RFC 3066bis: Philosophical objection (harsh)

Sun Dec 28 19:55:38 CET 2003

Hi Harald,

Thanks for your comments back. I've been waiting for the -02 draft to be
posted. I don't know why it isn't posted yet, since Internet-Drafts
submitted after ours have been posted. Some of your concerns in your
original email and below have been, I think, addressed in that draft.

I don't think that we're the only two talking. Others have weighed in here
and there--six or eight folks. And there was a quite lengthy discussion this
past summer (you'll no doubt recall) in which the inclusion of ISO15924 was
thoroughly debated. There have even been quite a number of comments since
then along the lines of "Since we're all waiting for a new RFC..."

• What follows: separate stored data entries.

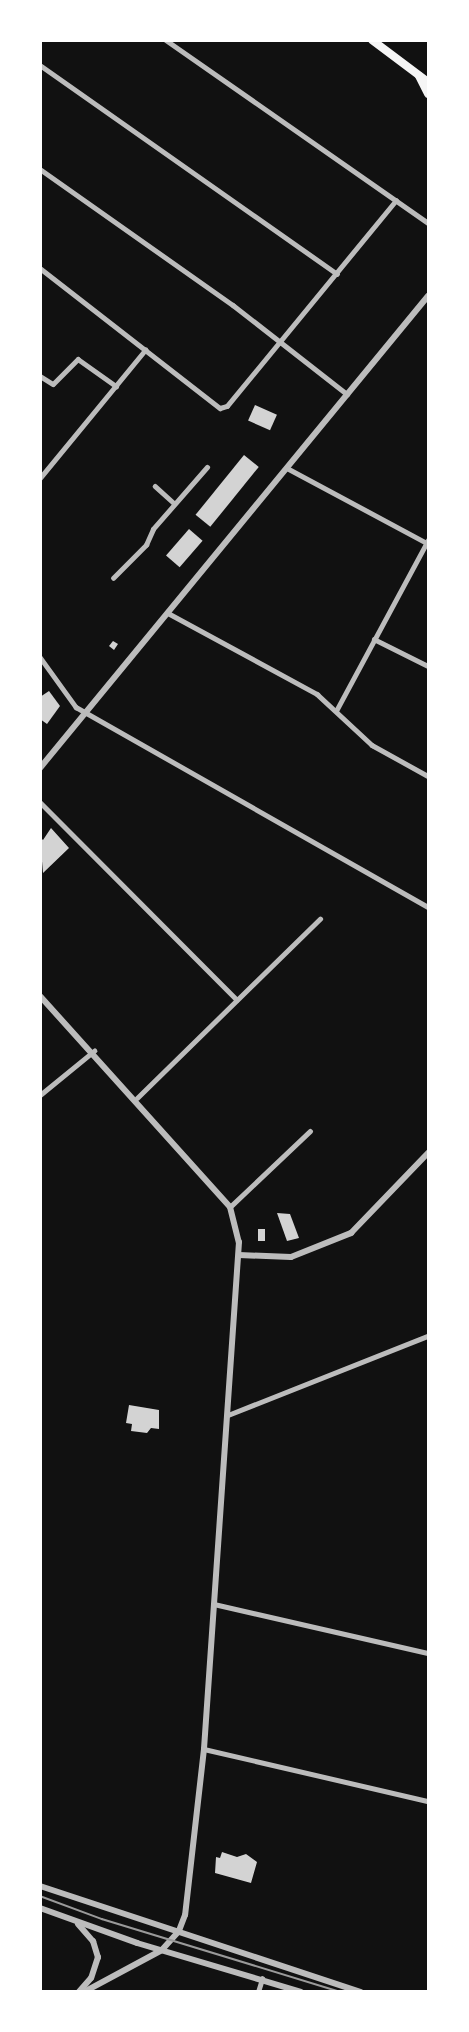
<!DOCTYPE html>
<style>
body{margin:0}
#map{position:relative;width:469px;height:2032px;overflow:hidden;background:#111;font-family:Bitter,serif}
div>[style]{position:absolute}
.building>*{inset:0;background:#d3d3d3;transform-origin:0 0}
.minor>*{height:4.5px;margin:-2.25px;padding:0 2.25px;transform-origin:2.25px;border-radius:2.25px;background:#bcbcbc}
.tertiary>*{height:6px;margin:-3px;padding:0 3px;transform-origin:3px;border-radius:3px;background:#bcbcbc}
.primary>*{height:8px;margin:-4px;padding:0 4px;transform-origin:4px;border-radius:4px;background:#f5f5f5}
.tram>*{height:1.5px;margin:-0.75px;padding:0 0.75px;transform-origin:0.75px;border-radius:0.75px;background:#9a9a9a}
span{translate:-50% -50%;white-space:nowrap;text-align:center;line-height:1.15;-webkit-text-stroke:6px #fff;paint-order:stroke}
.frame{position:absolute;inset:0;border:42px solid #fff;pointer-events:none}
</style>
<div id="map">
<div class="building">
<div style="left:255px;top:405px;width:24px;height:17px;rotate:24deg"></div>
<div style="left:244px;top:455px;width:19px;height:77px;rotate:39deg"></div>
<div style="left:189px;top:529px;width:18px;height:35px;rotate:41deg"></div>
<div style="clip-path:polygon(113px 641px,118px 644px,114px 650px,109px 646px)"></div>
<div style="clip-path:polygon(49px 691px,60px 706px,47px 724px,40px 719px,40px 697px)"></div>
<div style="clip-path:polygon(51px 828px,69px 848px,43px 873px,40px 837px,43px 840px)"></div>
<div style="clip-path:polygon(277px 1213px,290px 1214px,299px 1238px,287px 1241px)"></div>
<div style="left:258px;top:1229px;width:7px;height:12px"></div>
<div style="clip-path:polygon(129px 1405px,159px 1410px,159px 1429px,151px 1428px,147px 1433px,131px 1431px,132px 1424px,126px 1423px)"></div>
<div style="clip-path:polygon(222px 1852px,237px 1857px,246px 1854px,257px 1862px,251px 1883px,215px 1873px,216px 1857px,220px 1858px)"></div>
</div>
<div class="minor">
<div style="left:166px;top:40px;width:320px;rotate:34.9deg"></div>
<div style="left:40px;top:65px;width:363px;rotate:35.1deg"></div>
<div style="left:40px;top:169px;width:236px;rotate:35.2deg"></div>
<div style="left:233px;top:305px;width:145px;rotate:38deg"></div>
<div style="left:40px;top:268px;width:228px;rotate:37.9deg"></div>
<div style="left:220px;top:408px;width:7px;rotate:-16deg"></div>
<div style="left:227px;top:406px;width:266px;rotate:-50.6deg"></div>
<div style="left:40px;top:376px;width:15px;rotate:32deg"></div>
<div style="left:53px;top:384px;width:35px;rotate:-45deg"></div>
<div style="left:78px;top:359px;width:47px;rotate:35.4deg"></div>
<div style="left:287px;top:468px;width:159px;rotate:28.2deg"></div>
<div style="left:40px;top:478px;width:166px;rotate:-50.6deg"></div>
<div style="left:155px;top:486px;width:25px;rotate:42deg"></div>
<div style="left:113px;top:578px;width:47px;rotate:-45deg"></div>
<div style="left:146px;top:545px;width:17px;rotate:-66deg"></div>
<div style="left:153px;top:529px;width:82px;rotate:-48.9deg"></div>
<div style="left:168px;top:613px;width:170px;rotate:28.5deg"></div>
<div style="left:317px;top:694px;width:75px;rotate:42.8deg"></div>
<div style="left:372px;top:745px;width:64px;rotate:29deg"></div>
<div style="left:374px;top:639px;width:60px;rotate:26.6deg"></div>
<div style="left:40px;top:657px;width:62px;rotate:54.2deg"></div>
<div style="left:76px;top:707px;width:405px;rotate:29.6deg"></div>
<div style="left:336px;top:711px;width:194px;rotate:-61.7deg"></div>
<div style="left:40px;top:802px;width:279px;rotate:45.1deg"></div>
<div style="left:40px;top:1095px;width:70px;rotate:-39.2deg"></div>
<div style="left:137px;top:1098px;width:256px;rotate:-44.4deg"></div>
<div style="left:230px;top:1207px;width:110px;rotate:-43.5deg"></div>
<div style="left:228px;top:1415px;width:215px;rotate:-21.6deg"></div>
<div style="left:214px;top:1604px;width:220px;rotate:12.9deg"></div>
<div style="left:204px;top:1749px;width:230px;rotate:13.1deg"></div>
<div style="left:258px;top:1992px;width:14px;rotate:-73deg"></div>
</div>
<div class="tertiary">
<div style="left:40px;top:768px;width:611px;rotate:-50.58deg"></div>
<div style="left:40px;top:996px;width:284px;rotate:48deg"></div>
<div style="left:230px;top:1207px;width:36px;rotate:76deg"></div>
<div style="left:239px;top:1242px;width:508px;rotate:93.95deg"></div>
<div style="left:204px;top:1749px;width:167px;rotate:96.5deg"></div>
<div style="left:185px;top:1915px;width:17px;rotate:111deg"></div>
<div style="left:179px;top:1931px;width:25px;rotate:132deg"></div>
<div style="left:162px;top:1950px;width:89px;rotate:151.7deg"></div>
<div style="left:239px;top:1255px;width:52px;rotate:2.2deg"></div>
<div style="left:291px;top:1257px;width:65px;rotate:-21.8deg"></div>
<div style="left:351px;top:1233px;width:111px;rotate:-46.1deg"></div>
<div style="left:40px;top:1886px;width:338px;rotate:18.3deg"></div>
<div style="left:40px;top:1908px;width:103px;rotate:19.8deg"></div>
<div style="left:137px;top:1943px;width:171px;rotate:16.6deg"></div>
<div style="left:78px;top:1924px;width:23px;rotate:49deg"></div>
<div style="left:93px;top:1941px;width:17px;rotate:73deg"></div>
<div style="left:98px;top:1957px;width:22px;rotate:108deg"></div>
<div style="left:91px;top:1978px;width:18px;rotate:131deg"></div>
</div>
<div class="primary">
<div style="left:372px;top:40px;width:70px;rotate:36.9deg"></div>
<div style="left:419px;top:76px;width:20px;rotate:63deg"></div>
</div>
<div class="tram">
<div style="left:40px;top:1896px;width:66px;rotate:20.4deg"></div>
<div style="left:102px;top:1919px;width:250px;rotate:17deg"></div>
</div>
<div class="frame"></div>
</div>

Well, Internet-Drafts don't write themselves, so Mark and I wrote this one
to collect all of that discussion together. I think there may be relative
agreement to at least the core of our proposal as a result and few people
will write in unsolicited to say "okay, I agree". There is also the holiday
season to contend with...

I have compressed your comments and removed most of mine in my response
below. This is a personal response and not necessarily indicative of Mark's
opinion.

Best Regards,

Addison

Addison P. Phillips
Director, Globalization Architecture
webMethods | Delivering Global Business Visibility
http://www.webMethods.com
Chair, W3C Internationalization (I18N) Working Group
Chair, W3C-I18N-WG, Web Services Task Force
http://www.w3.org/International

Internationalization is an architecture.
It is not a feature.

> -----Original Message-----
> From: Harald Tveit Alvestrand [mailto:harald at alvestrand.no]
> Sent: samedi 27 decembre 2003 10:40
> To: aphillips at webmethods.com; ietf-languages at alvestrand.no
> Subject: RE: RFC 3066bis: Philosophical objection (harsh)
>
> >
> > Let's start with whole tag vs. subtag registration. Whole tag
registration
> > works well when there are only a very few exceptional tags expected or
> > when atomic tags completely cover the needs of the users.
>
> I would put this slightly differently: The whole tag registration works
> well when the one who wants to start using a tag (usually the tag
> generator) is willing to put work into the tag (registering) before
> starting to use it.
> Subtag registration works well when the recipient is willing to
> handle tag combinations where the recipient has no idea what they "mean",
and is
> satisfied with making educated guesses based on the identity of
> the subtag components.

Whole tag registration doesn't work well for recipients, as evidenced by the
fact that few implementations support them. My experience is that they are
more difficult to program for, since a parser by itself is easier to write
than a parser combined with a lookup table.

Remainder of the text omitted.